Stored items:

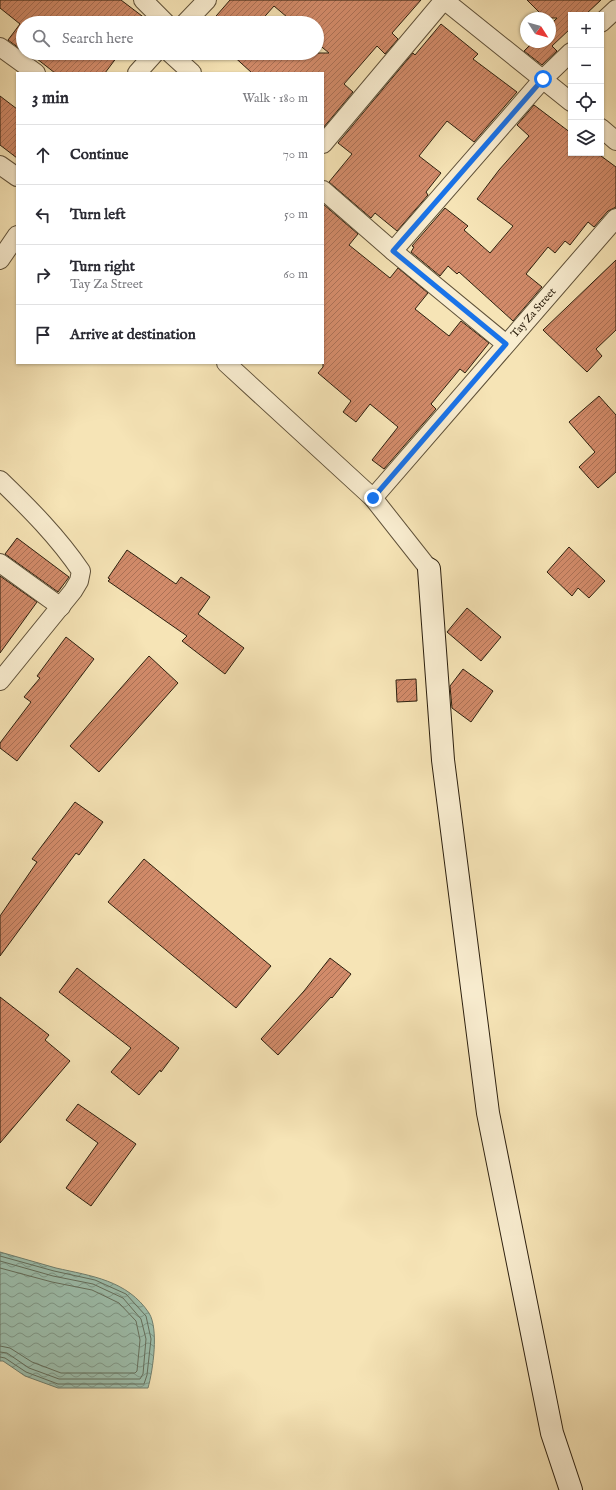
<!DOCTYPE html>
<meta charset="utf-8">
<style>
body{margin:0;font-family:"IM FELL English",serif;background:#f2f2f3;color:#2b2b33}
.controls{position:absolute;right:12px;top:12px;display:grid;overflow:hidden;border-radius:0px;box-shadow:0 1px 3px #0004}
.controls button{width:36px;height:36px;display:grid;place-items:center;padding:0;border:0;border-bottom:1px solid #e1e1e2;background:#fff;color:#2b2b33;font:20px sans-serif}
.compass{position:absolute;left:520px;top:12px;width:36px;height:36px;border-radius:50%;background:#fff;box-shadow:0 1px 3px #0004;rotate:126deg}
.stop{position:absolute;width:12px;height:12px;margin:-9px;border:3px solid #1a73e8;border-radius:50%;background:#fff}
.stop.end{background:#1a73e8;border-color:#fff;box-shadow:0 1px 4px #0008}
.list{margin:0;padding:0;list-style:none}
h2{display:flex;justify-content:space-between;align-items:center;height:52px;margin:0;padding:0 16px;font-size:17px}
h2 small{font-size:13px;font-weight:400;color:#7c7c81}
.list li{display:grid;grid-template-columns:26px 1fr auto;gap:12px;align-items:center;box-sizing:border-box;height:60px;padding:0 16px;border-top:1px solid #e1e1e2}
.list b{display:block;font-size:15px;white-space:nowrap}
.list p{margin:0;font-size:13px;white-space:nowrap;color:#7c7c81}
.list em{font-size:13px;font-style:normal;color:#7c7c81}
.icon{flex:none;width:22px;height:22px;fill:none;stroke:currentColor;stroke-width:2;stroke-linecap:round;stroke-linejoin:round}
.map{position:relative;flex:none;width:616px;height:1490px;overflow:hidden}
.search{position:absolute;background:#fff;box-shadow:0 1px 3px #0004;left:16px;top:16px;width:308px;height:44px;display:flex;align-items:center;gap:10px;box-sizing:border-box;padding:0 14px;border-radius:22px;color:#7c7c81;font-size:15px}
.panel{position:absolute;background:#fff;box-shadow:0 1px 3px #0004;left:16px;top:72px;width:308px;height:292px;border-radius:0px}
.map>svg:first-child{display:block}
.water{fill:url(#water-waves);stroke:#707f6e}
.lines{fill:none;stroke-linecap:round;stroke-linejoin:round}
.shore{stroke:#65705e;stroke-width:1}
.building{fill:url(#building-hatch);stroke:#2d200f}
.street-casing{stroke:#5f5139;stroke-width:20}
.secondary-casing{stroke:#2d200f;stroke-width:24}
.street{stroke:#f9edd0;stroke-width:18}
.secondary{stroke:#f9edd0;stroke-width:22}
.route{stroke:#1a73e8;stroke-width:5}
.labels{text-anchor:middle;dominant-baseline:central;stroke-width:3;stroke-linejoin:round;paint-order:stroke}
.street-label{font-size:11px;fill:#2d200f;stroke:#f9edd0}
</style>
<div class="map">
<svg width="616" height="1490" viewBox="0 0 616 1490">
<defs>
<pattern id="water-waves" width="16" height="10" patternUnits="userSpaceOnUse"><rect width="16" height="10" fill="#9dbfad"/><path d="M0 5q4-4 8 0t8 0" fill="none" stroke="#809b8b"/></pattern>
<pattern id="building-hatch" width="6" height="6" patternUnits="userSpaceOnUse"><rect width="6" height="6" fill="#d28b6a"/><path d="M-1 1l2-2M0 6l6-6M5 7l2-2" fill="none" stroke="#ab7156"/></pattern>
</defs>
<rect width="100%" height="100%" fill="#f6e4b6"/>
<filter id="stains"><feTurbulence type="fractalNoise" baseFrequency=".005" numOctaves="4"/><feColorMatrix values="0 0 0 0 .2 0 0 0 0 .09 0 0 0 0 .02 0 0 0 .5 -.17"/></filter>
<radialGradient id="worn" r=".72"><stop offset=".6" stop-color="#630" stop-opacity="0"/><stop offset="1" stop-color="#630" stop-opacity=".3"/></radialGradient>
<path class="water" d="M 0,1252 C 19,1257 37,1263 56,1268 C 91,1276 127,1280 149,1313 C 159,1329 153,1370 148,1388 L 58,1388 L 25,1376 L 3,1361 L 0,1361 Z"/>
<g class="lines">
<path class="shore" d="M 0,1256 L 54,1271 L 95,1280 L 126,1294 L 146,1316 L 151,1339 L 147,1375 L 144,1384 L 58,1384 L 26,1372 L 5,1358 L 0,1357
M 0,1261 L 53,1276 L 93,1284 L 123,1298 L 141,1319 L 146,1339 L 143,1374 L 140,1379 L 59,1379 L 29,1368 L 7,1353 L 0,1352
M 0,1268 L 52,1282 L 92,1290 L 119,1303 L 136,1321 L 140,1340 L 137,1371 L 135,1373 L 61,1373 L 32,1362 L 10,1348 L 0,1346"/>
</g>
<path class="building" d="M 0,0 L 121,0 L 146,19 L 143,23 L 23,23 L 23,51 L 8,40 L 20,24 L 0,8 Z
M 230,0 L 421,0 L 392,33 L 398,39 L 385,54 L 377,46 L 344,84 L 353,92 L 323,128 L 323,73 L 252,73 L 230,53 L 329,53 L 317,43 L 317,23 L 294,23 L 274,6 L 259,23 L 210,23 Z
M 527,0 L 601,0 L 585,15 L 571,15 L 571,28 L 552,46 L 557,51 L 542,65 L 524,51 L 533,42 L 550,42 L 550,25 L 557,18 L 545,18 Z
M 441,24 L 478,54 L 473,59 L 517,92 L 474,142 L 447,121 L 419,156 L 441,173 L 426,192 L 428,195 L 397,231 L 375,213 L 371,218 L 329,182 L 352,154 L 338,143 L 413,53 L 415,55 Z
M 26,53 L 120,53 L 105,73 L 55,73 L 32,55 L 31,56 Z
M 0,96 L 17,109 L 17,158 L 0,145 Z
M 534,105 L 571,133 L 571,153 L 597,153 L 616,167 L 616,207 L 608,211 L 594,227 L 588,222 L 570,245 L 565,241 L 555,253 L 548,247 L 526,274 L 542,287 L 513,321 L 459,272 L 457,274 L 448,266 L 440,276 L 411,252 L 414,247 L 412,246 L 445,208 L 468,226 L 464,230 L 490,253 L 513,226 L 477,199 L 499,170 L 529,136 L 517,125 Z
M 323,204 L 358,234 L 349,245 L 390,278 L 398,268 L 428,293 L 415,309 L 449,336 L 461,321 L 489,343 L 465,373 L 460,369 L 431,404 L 436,409 L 384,469 L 372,460 L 398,427 L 370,404 L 356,422 L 343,412 L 351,401 L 318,373 L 323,367 Z
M 616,260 L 616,330 L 596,349 L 602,356 L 587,372 L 543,330 Z
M 599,396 L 616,415 L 616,472 L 598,488 L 579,467 L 595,452 L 569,422 Z
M 17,538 L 69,577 L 58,592 L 5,554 Z
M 569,547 L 605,581 L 589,598 L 578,588 L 572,596 L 547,572 Z
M 127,550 L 176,584 L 181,577 L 210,597 L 198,614 L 244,648 L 225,674 L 182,641 L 187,636 L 108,581 L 110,579 L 108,578 Z
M 0,576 L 37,602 L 0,653 Z
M 467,608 L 501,637 L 481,661 L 447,632 Z
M 66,637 L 94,659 L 17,761 L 0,748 L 0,743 L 31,702 L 24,697 L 40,678 L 37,676 Z
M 149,656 L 178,683 L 99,772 L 70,746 Z
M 463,669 L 493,691 L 471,722 L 452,708 L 450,686 Z
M 416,679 L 417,701 L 397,702 L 396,680 Z
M 75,802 L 103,822 L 79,855 L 76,853 L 0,956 L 0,916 L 37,862 L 32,859 Z
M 144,859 L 271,966 L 236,1008 L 108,902 Z
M 330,958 L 351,974 L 332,998 L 331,997 L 278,1055 L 261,1039 L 304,991 Z
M 77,968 L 179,1048 L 161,1072 L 160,1070 L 139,1095 L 111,1072 L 131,1048 L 59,992 Z
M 0,997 L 49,1035 L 45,1040 L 70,1061 L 0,1143 Z
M 78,1104 L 136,1144 L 91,1206 L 66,1188 L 98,1143 L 66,1120 Z"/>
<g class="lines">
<g class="street-casing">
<g id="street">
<path d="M 143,0 L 166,23"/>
<path d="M 444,0 L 571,102"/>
<path d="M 185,23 L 207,0"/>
<path d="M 601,23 L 616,9"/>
<path d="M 0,47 L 36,73"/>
<path d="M 170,53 L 192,73"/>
<path d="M 137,73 L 155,53"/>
<path d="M 601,128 L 616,141"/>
<path d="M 323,144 L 444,0"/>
<path d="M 0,165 L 17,177"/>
<path d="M 323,190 L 393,251 L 506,344"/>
<path d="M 393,251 L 543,79 L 571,52"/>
<path d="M 0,260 L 17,235"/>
<path d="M 226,363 L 373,498 L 429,569"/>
<path d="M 0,480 C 29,508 58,537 81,571 L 79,581 L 73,591 L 0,681"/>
<path id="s1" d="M 373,498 L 616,218"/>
<path d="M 0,563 L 61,607"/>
</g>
</g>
<g class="secondary-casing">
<path id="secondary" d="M 429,569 L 443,760 L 488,1113 L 552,1433 L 571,1490"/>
</g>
<use href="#street" class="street"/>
<use href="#secondary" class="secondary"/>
</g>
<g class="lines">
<path class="route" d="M 373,498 L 506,344 L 393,251 L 543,79"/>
</g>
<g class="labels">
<g class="street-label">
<text stroke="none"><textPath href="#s1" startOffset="245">Tay Za Street</textPath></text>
</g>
</g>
<rect width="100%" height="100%" filter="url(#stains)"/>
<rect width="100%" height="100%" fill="url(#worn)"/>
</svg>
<div class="controls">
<button>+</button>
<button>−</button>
<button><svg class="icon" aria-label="locate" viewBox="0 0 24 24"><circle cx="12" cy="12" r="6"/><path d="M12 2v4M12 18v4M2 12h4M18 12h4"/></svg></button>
<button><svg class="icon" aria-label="layers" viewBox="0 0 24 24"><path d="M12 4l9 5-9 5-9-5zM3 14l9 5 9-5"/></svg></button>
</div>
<svg class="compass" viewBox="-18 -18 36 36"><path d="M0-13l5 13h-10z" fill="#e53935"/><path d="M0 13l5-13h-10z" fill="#7c7c81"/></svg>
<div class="stop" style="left:543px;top:79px"></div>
<div class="stop end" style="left:373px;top:498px"></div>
<div class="search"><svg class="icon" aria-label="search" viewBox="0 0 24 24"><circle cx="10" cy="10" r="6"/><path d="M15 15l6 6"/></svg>Search here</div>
<section class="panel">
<h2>3 min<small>Walk · 180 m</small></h2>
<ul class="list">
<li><svg class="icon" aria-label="ahead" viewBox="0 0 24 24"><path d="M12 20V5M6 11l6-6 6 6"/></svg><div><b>Continue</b></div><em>70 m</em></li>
<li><svg class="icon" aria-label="left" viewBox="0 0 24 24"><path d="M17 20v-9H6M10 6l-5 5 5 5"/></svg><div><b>Turn left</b></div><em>50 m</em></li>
<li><svg class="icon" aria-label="right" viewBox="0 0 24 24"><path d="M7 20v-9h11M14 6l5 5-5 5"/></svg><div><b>Turn right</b><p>Tay Za Street</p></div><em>60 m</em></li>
<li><svg class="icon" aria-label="arrive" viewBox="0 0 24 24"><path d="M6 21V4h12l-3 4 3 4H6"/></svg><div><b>Arrive at destination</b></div></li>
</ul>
</section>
</div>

INSTRUCTIONS FOR THE TASK:
In these entries, some lines may contain the string "worn". Give the number of such lines and nothing more.

ANSWER TO THE EXERCISE:
2